Could two such sources be wrong in telling me it was worth a look? No.

So, before I dropped in on the Luke Ford discussion, I thought I’d read it.

I’ve been going back and forth about not reviewing everything I read, but there were some things I wanted to say on this one.

But I’d have to do at least a plot synopsis and explicate some of the major themes.

And then I realized I could just leech off MPorcius work.

Thus was born a new category of post: the parasite review.

Which means, in this case, you need to read MPorcuis’ post first.

Wanting SeedParasite Review: The Wanting Seed, Anthony Burgess, 1962.

In 1959, Anthony Burgess was wrongly diagnosed with brain cancer and given a year to live. Not wishing to leave an impoverished widow, he wrote five novels in the next year. One of them was this novel.

That may explain some of its faults and, for me, a somewhat inconclusive ending. Burgess himself said, “it needed to be longer in the oven … but I needed money”.

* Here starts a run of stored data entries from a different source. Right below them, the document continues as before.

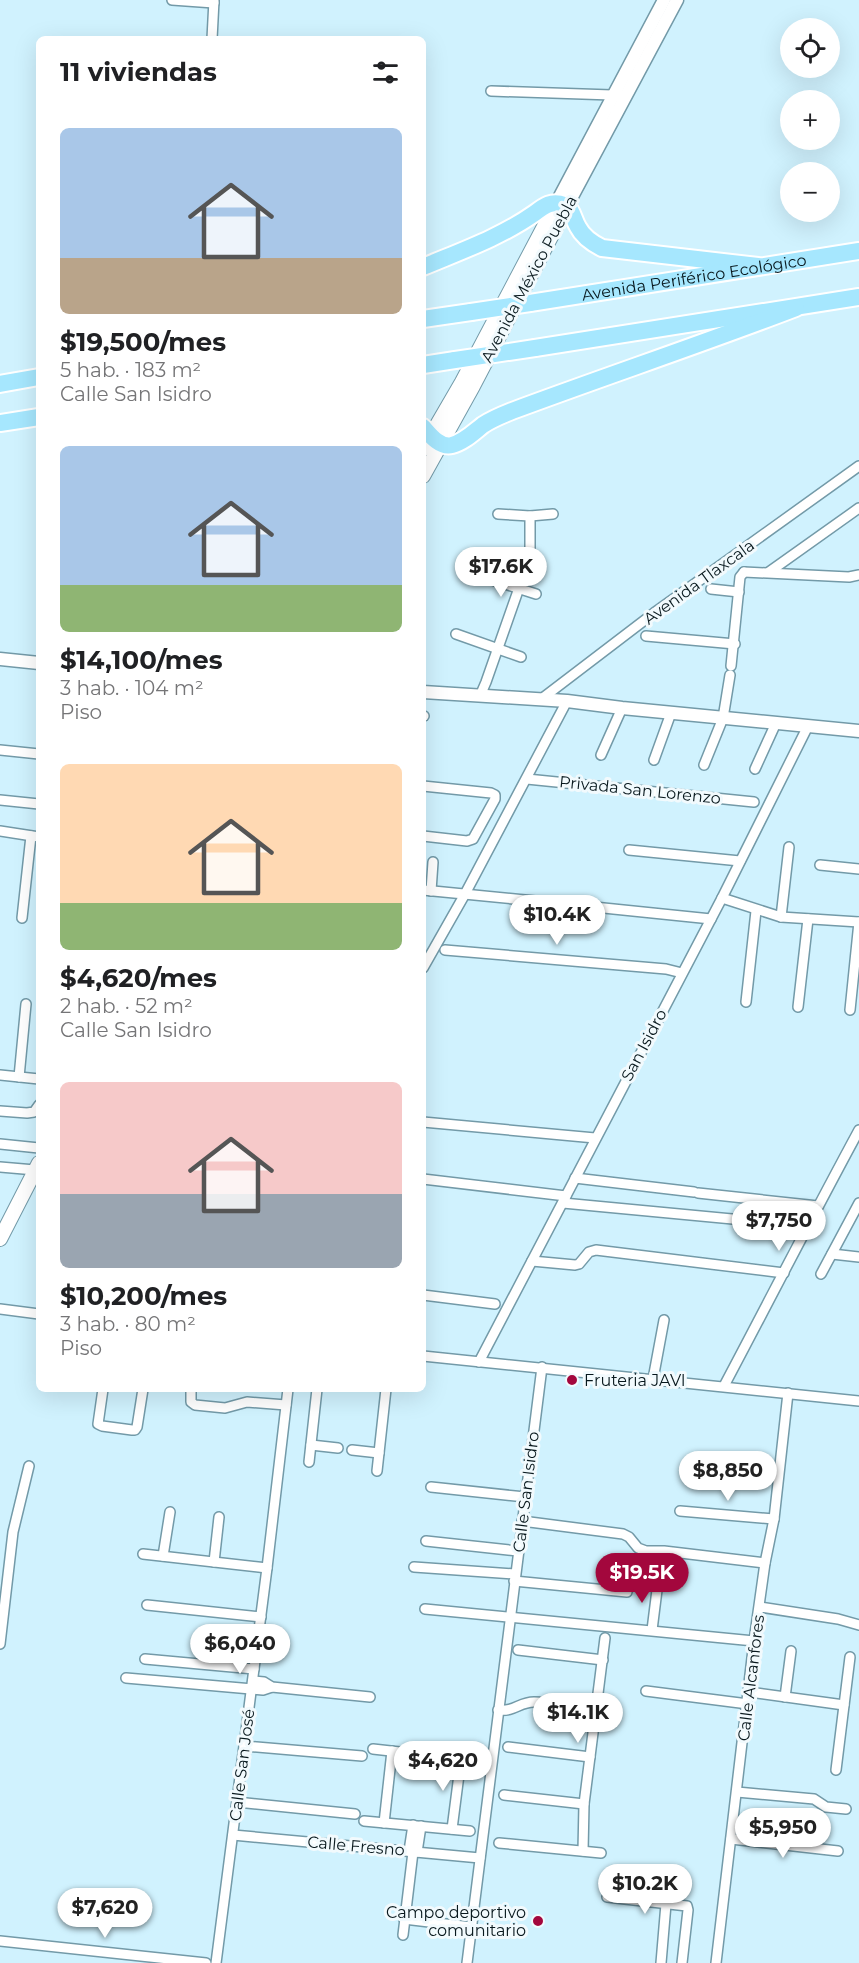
<!DOCTYPE html>
<html lang="es">
<head>
<meta charset="utf-8">
<style>
	:root { --surface:#fff; --page:#f6f6f6; --text:#202124; --muted:#757577; --accent:#a3073d }
	body { margin:0; font-family:Montserrat,sans-serif; background:var(--page); color:var(--text); height:100vh; display:flex; flex-direction:column; font-size:22px; white-space:nowrap }
	* { box-sizing:border-box; margin:0 }
	p { font-size:20px; color:var(--muted) }
	.icon { flex:none; width:33px; height:33px; fill:none; stroke:currentColor; stroke-width:2; stroke-linecap:round; stroke-linejoin:round }
	.map { position:relative; flex:1; overflow:hidden }
	.panel { position:absolute; left:36px; top:36px; width:390px; height:1356px; display:flex; flex-direction:column; background:var(--surface); border-radius:9px; box-shadow:0 6px 24px #0002 }
	.panel>* { flex:none }
	.buttons { position:absolute; left:780px; top:18px; display:grid; gap:12px }
	.buttons a { display:grid; place-items:center; width:60px; height:60px; border-radius:50%; background:var(--surface); box-shadow:0 6px 24px #0002; font-size:30px }
	.price { position:absolute; translate:-50% -51px; padding:0 14px; border-radius:21px; background:#fff; color:#222; font-size:20px; line-height:39px; filter:drop-shadow(0 2px 3px #0008) }
	.price::after { content:''; position:absolute; left:50%; top:36px; width:18px; height:14px; margin-left:-9px; background:inherit; clip-path:polygon(0 0,100% 0,50% 100%) }
	.price.active { background:var(--accent); color:#fff }
	ul { padding:0; list-style:none }
	li { display:grid; align-content:center; gap:12px; height:318px; padding:0 24px }
	li span { display:grid; place-items:center; height:186px; border-radius:9px; color:#555 }
	li>.icon { margin-inline-start:auto }
	span .icon { width:108px; height:108px; fill:#fffc; stroke-width:1 }
	li b { font-size:26px }
	h2 { display:flex; justify-content:space-between; align-items:center; height:72px; padding:0 24px; font-size:26px }
	.map>svg:first-child { display:block }
	.lines { fill:none; stroke-linecap:round; stroke-linejoin:round }
	.minor-casing { stroke:#739aa8; stroke-width:12 }
	.tertiary-casing { stroke:#739aa8; stroke-width:15 }
	.secondary-casing { stroke:#739aa8; stroke-width:16 }
	.trunk-casing { stroke:#fff; stroke-width:20 }
	.minor { stroke:#fff; stroke-width:9 }
	.tertiary { stroke:#fff; stroke-width:12 }
	.secondary { stroke:#fff; stroke-width:14 }
	.trunk { stroke:#a6e7fe; stroke-width:16 }
	.trunk-bridge-casing { stroke:#fff; stroke-width:20; stroke-linecap:butt }
	.trunk-bridge { stroke:#a6e7fe; stroke-width:16 }
	.poi-dot { fill:#a3073d; stroke:#f2fafd; stroke-width:2 }
	.labels { text-anchor:middle; dominant-baseline:central; stroke-width:6; stroke-linejoin:round; paint-order:stroke }
	.street-label { font-size:16px; fill:#08181d; stroke:#f2fafd }
	.poi-label { font-size:16px; fill:#08181d; stroke:#f2fafd; text-anchor:start }
</style>
</head>
<body>
<div class="map">
<svg width="859" height="1963" viewBox="0 0 859 1963">
	<rect width="100%" height="100%" fill="#d0f2fe"/>
	<g class="lines">
		<g class="minor-casing">
			<g id="minor">
				<polyline points="172,0 214,3"/>
				<polyline points="212,39 214,0"/>
				<polyline points="491,91 612,95 619,98"/>
				<polyline points="498,514 530,516 553,514"/>
				<polyline points="744,572 849,577 859,575"/>
				<polyline points="769,572 859,508"/>
				<polyline points="480,576 536,594"/>
				<polyline points="711,589 739,592"/>
				<polyline points="456,634 521,657"/>
				<polyline points="646,636 735,644"/>
				<polyline points="731,666 740,577 744,572"/>
				<polyline points="480,696 486,682 519,588 530,548 530,516"/>
				<polyline points="540,700 654,613 859,466"/>
				<polyline points="423,716 424,716"/>
				<polyline points="0,750 39,754"/>
				<polyline points="601,755 622,708"/>
				<polyline points="654,760 671,713"/>
				<polyline points="704,765 723,718 730,675"/>
				<polyline points="755,769 776,723"/>
				<polyline points="527,779 754,802"/>
				<polyline points="423,786 491,793 495,795 495,799 473,839 467,841 423,836"/>
				<polyline points="0,800 39,804"/>
				<polyline points="0,831 39,837"/>
				<polyline points="629,850 740,861"/>
				<polyline points="820,865 859,869"/>
				<polyline points="423,890 585,906"/>
				<polyline points="431,891 433,862"/>
				<polyline points="722,898 781,917 859,922"/>
				<polyline points="594,907 711,919"/>
				<polyline points="781,917 789,847"/>
				<polyline points="22,918 31,836"/>
				<polyline points="445,950 666,969 682,973"/>
				<polyline points="423,968 465,894 567,701"/>
				<polyline points="746,1002 756,911"/>
				<polyline points="798,1007 808,919"/>
				<polyline points="850,1010 859,922"/>
				<polyline points="0,1075 39,1079"/>
				<polyline points="19,1077 26,1004"/>
				<polyline points="0,1111 27,1113 34,1112 39,1105"/>
				<polyline points="423,1122 595,1138"/>
				<polyline points="0,1144 39,1148"/>
				<polyline points="0,1167 35,1170"/>
				<polyline points="575,1178 694,1192"/>
				<polyline points="423,1179 566,1196"/>
				<polyline points="698,1193 818,1206"/>
				<polyline points="563,1203 775,1223"/>
				<polyline points="832,1254 859,1257"/>
				<polyline points="532,1261 575,1265 579,1264 589,1252 596,1250 784,1273"/>
				<polyline points="821,1274 859,1203"/>
				<polyline points="423,1295 495,1304"/>
				<polyline points="0,1309 39,1314"/>
				<polyline points="423,1356 859,1401"/>
				<polyline points="479,1362 722,898 808,726"/>
				<polyline points="653,1379 664,1320"/>
				<path d="M724,1386C769,1301 813,1215 859,1130"/>
				<polyline points="103,1389 98,1424 102,1426 132,1430 135,1430 137,1427 143,1389"/>
				<polyline points="191,1389 191,1402 195,1405 225,1408 247,1402 286,1405"/>
				<polyline points="311,1445 338,1448"/>
				<polyline points="352,1450 379,1453"/>
				<polyline points="309,1462 317,1389"/>
				<polyline points="377,1471 386,1389"/>
				<polyline points="431,1487 525,1497"/>
				<polyline points="680,1511 774,1519"/>
				<polyline points="522,1521 623,1534 629,1537 638,1548 646,1551 664,1551 765,1563"/>
				<polyline points="426,1541 518,1551"/>
				<polyline points="143,1554 267,1568"/>
				<polyline points="163,1556 170,1512"/>
				<polyline points="214,1562 219,1517"/>
				<polyline points="414,1567 515,1574"/>
				<polyline points="514,1581 627,1592"/>
				<polyline points="147,1605 261,1617"/>
				<polyline points="760,1607 838,1619 859,1625"/>
				<polyline points="425,1609 754,1641"/>
				<polyline points="652,1630 658,1582"/>
				<polyline points="0,1644 13,1532 29,1466"/>
				<polyline points="518,1650 603,1660"/>
				<polyline points="145,1659 254,1669"/>
				<polyline points="126,1678 263,1690 272,1687"/>
				<polyline points="253,1681 264,1682 272,1687 370,1697"/>
				<polyline points="646,1691 748,1704"/>
				<polyline points="749,1692 844,1705"/>
				<polyline points="785,1697 791,1651"/>
				<path d="M498,1710C515,1712 519,1702 534,1702C555,1702 576,1706 596,1708"/>
				<polyline points="244,1746 362,1756"/>
				<polyline points="508,1747 590,1757"/>
				<polyline points="373,1749 480,1761"/>
				<polyline points="836,1770 850,1657"/>
				<polyline points="737,1792 814,1799 826,1807 846,1809"/>
				<polyline points="504,1795 584,1804"/>
				<polyline points="237,1802 355,1814"/>
				<polyline points="364,1821 470,1831"/>
				<polyline points="384,1823 392,1751"/>
				<polyline points="452,1829 461,1759"/>
				<polyline points="233,1835 480,1858"/>
				<polyline points="731,1839 838,1851"/>
				<polyline points="499,1843 601,1853"/>
				<polyline points="409,1851 413,1825"/>
				<polyline points="583,1851 584,1804 605,1638"/>
				<polyline points="417,1852 421,1826"/>
				<polyline points="607,1897 687,1906 688,1910 682,1963"/>
				<polyline points="404,1919 471,1927"/>
				<polyline points="403,1935 413,1852"/>
				<polyline points="0,1941 206,1963"/>
				<polyline points="216,1963 267,1568 288,1389"/>
				<polyline points="467,1963 542,1367"/>
				<polyline points="661,1963 666,1904"/>
				<polyline points="716,1963 754,1641 765,1563 774,1519 788,1393"/>
			</g>
		</g>
		<g class="tertiary-casing">
			<g id="tertiary">
				<polyline points="557,202 664,0"/>
				<polyline points="567,206 677,0"/>
				<polyline points="0,659 39,663"/>
				<polyline points="423,692 567,701 622,708 859,731"/>
			</g>
		</g>
		<g class="secondary-casing">
			<g id="secondary">
				<polyline points="423,449 462,382 557,202"/>
				<polyline points="423,476 473,386 567,206"/>
				<polyline points="0,1239 39,1163"/>
			</g>
		</g>
		<g class="trunk-casing">
			<g id="trunk">
				<path d="M423,267C461,251 501,237 535,213C544,206 552,200 564,205C573,209 573,219 578,227C583,237 592,243 602,248L758,266"/>
				<path id="s1" d="M530,303L859,251"/>
				<polyline points="423,319 471,312"/>
				<polyline points="535,348 859,297"/>
				<polyline points="423,365 455,360"/>
				<polyline points="0,384 39,377"/>
				<polyline points="0,423 39,417"/>
				<path d="M423,427C430,435 440,448 452,445C464,442 474,432 483,425C492,419 502,415 512,411C606,376 702,344 796,308"/>
			</g>
		</g>
		<use href="#minor" class="minor"/>
		<use href="#tertiary" class="tertiary"/>
		<use href="#secondary" class="secondary"/>
		<use href="#trunk" class="trunk"/>
		<g class="trunk-bridge-casing">
			<g id="trunk-bridge">
				<polyline points="471,312 530,303"/>
				<polyline points="455,360 535,348"/>
			</g>
		</g>
		<use href="#trunk-bridge" class="trunk-bridge"/>
	</g>
	<g class="poi-dot">
		<circle cx="572" cy="1380" r="6"/>
		<circle cx="538" cy="1921" r="6"/>
	</g>
	<g class="labels">
		<g class="street-label">
			<text stroke="none"><textPath href="#s1" startOffset="166">Avenida Periférico Ecológico</textPath></text>
			<text transform="translate(529 279) rotate(-62)">Avenida México Puebla</text>
			<text transform="translate(699 582) rotate(-36)">Avenida Tlaxcala</text>
			<text transform="translate(640 790) rotate(6)">Privada San Lorenzo</text>
			<text transform="translate(644 1045) rotate(-62)">San Isidro</text>
			<text transform="translate(526 1492) rotate(-83)">Calle San Isidro</text>
			<text transform="translate(751 1678) rotate(-83)">Calle Alcanfores</text>
			<text transform="translate(242 1765) rotate(-83)">Calle San José</text>
			<text transform="translate(356 1846) rotate(5)">Calle Fresno</text>
		</g>
		<g class="poi-label">
			<text x="584" y="1380">Fruteria JAVI</text>
			<text x="526" y="1912" text-anchor="end">Campo deportivo<tspan x="526" dy="18">comunitario</tspan></text>
		</g>
	</g>
</svg>
<div class="buttons">
<a><svg class="icon" aria-label="locate" viewBox="0 0 24 24"><circle cx="12" cy="12" r="6"/><path d="M12 2v4M12 18v4M2 12h4M18 12h4"/></svg></a>
<a>+</a>
<a>−</a>
</div>
<b class="price" style="left:501px;top:598px">$17.6K</b>
<b class="price" style="left:557px;top:946px">$10.4K</b>
<b class="price" style="left:779px;top:1252px">$7,750</b>
<b class="price" style="left:728px;top:1502px">$8,850</b>
<b class="price active" style="left:642px;top:1604px">$19.5K</b>
<b class="price" style="left:240px;top:1675px">$6,040</b>
<b class="price" style="left:578px;top:1744px">$14.1K</b>
<b class="price" style="left:443px;top:1792px">$4,620</b>
<b class="price" style="left:783px;top:1859px">$5,950</b>
<b class="price" style="left:645px;top:1915px">$10.2K</b>
<b class="price" style="left:105px;top:1939px">$7,620</b>
<section class="panel">
<h2>11 viviendas<svg class="icon" aria-label="filters" viewBox="0 0 24 24"><path d="M4 7h16M4 17h16"/><circle cx="9" cy="7" r="2"/><circle cx="15" cy="17" r="2"/></svg></h2>
<ul>
<li><span style="background:linear-gradient(#a9c7e8 70%,#b9a48a 0)"><svg class="icon" aria-label="home" viewBox="0 0 24 24"><path d="M3 11l9-7 9 7M6 9v11h12V9"/></svg></span><div><b>$19,500/mes</b><p>5 hab. · 183 m²</p><p>Calle San Isidro</p></div></li>
<li><span style="background:linear-gradient(#a9c7e8 75%,#8fb573 0)"><svg class="icon" aria-label="home" viewBox="0 0 24 24"><path d="M3 11l9-7 9 7M6 9v11h12V9"/></svg></span><div><b>$14,100/mes</b><p>3 hab. · 104 m²</p><p>Piso</p></div></li>
<li><span style="background:linear-gradient(#ffd9b3 75%,#8fb573 0)"><svg class="icon" aria-label="home" viewBox="0 0 24 24"><path d="M3 11l9-7 9 7M6 9v11h12V9"/></svg></span><div><b>$4,620/mes</b><p>2 hab. · 52 m²</p><p>Calle San Isidro</p></div></li>
<li><span style="background:linear-gradient(#f6c9c9 60%,#9aa5b1 0)"><svg class="icon" aria-label="home" viewBox="0 0 24 24"><path d="M3 11l9-7 9 7M6 9v11h12V9"/></svg></span><div><b>$10,200/mes</b><p>3 hab. · 80 m²</p><p>Piso</p></div></li>
</ul>
</section>
</div>
</body>
</html>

Like MPorcius, I think this a satire and not a serious effort at extrapolative prediction.

According to the Science Fiction Encyclopedia, it stands near the beginning of science fiction novels about overpopulation. My favorite overpopulation novel is Harry Harrison’s extrapolatively dishonest Make Room! Make Room!. Oddly, Burgess accused Harrison of lifting the cannibalism theme of The Wanting Seed for the film adaptation of Soylent Green. In fact, according to Harry Harrison’s essay “A Cannibalized Novel becomes Soylent Green” in Omni’s Screen Flights, Screen Fantasies, says cannibalism was put in the script by the film’s producers and his contract forbid him having any input with it.